The data are to be restated in full, exactly as presented.

Dataset entries:
::::::::

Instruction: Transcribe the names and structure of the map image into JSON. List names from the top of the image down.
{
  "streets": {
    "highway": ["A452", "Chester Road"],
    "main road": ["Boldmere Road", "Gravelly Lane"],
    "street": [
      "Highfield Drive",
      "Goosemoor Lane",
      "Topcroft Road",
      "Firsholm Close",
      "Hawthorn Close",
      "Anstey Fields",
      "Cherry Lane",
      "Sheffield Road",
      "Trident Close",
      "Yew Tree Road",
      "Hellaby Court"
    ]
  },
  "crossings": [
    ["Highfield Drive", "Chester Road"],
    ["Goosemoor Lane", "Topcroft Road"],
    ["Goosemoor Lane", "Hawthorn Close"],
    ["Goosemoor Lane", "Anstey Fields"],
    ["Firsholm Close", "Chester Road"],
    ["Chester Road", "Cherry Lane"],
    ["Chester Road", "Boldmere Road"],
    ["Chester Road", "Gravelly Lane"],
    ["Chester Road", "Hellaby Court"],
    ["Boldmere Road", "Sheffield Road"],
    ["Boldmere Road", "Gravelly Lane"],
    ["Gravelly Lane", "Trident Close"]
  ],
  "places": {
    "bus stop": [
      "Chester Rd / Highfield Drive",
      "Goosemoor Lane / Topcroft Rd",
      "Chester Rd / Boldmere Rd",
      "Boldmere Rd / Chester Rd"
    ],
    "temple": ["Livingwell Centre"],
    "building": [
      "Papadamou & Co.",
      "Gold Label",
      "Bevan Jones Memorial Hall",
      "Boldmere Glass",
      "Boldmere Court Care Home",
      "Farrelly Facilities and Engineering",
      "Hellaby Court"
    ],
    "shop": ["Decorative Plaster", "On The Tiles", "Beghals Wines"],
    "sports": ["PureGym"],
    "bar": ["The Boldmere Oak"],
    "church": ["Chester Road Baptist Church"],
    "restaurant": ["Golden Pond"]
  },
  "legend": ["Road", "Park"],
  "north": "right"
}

::::::::

- [Worked solution]:
Instruction: Transcribe the names and structure of the map image into JSON. List names from the top of the image down.
{
  "streets": {
    "highway": ["A452", "Chester Road"],
    "main road": ["Boldmere Road", "Gravelly Lane"],
    "street": [
      "Highfield Drive",
      "Goosemoor Lane",
      "Topcroft Road",
      "Firsholm Close",
      "Hawthorn Close",
      "Anstey Fields",
      "Cherry Lane",
      "Sheffield Road",
      "Trident Close",
      "Yew Tree Road",
      "Hellaby Court"
    ]
  },
  "crossings": [
    ["Highfield Drive", "Chester Road"],
    ["Goosemoor Lane", "Topcroft Road"],
    ["Goosemoor Lane", "Hawthorn Close"],
    ["Goosemoor Lane", "Anstey Fields"],
    ["Firsholm Close", "Chester Road"],
    ["Chester Road", "Cherry Lane"],
    ["Chester Road", "Boldmere Road"],
    ["Chester Road", "Gravelly Lane"],
    ["Chester Road", "Hellaby Court"],
    ["Boldmere Road", "Sheffield Road"],
    ["Boldmere Road", "Gravelly Lane"],
    ["Gravelly Lane", "Trident Close"]
  ],
  "places": {
    "bus stop": [
      "Chester Rd / Highfield Drive",
      "Goosemoor Lane / Topcroft Rd",
      "Chester Rd / Boldmere Rd",
      "Boldmere Rd / Chester Rd"
    ],
    "temple": ["Livingwell Centre"],
    "building": [
      "Papadamou & Co.",
      "Gold Label",
      "Bevan Jones Memorial Hall",
      "Boldmere Glass",
      "Boldmere Court Care Home",
      "Farrelly Facilities and Engineering",
      "Hellaby Court"
    ],
    "shop": ["Decorative Plaster", "On The Tiles", "Beghals Wines"],
    "sports": ["PureGym"],
    "bar": ["The Boldmere Oak"],
    "church": ["Chester Road Baptist Church"],
    "restaurant": ["Golden Pond"]
  },
  "legend": ["Road", "Park"],
  "north": "right"
}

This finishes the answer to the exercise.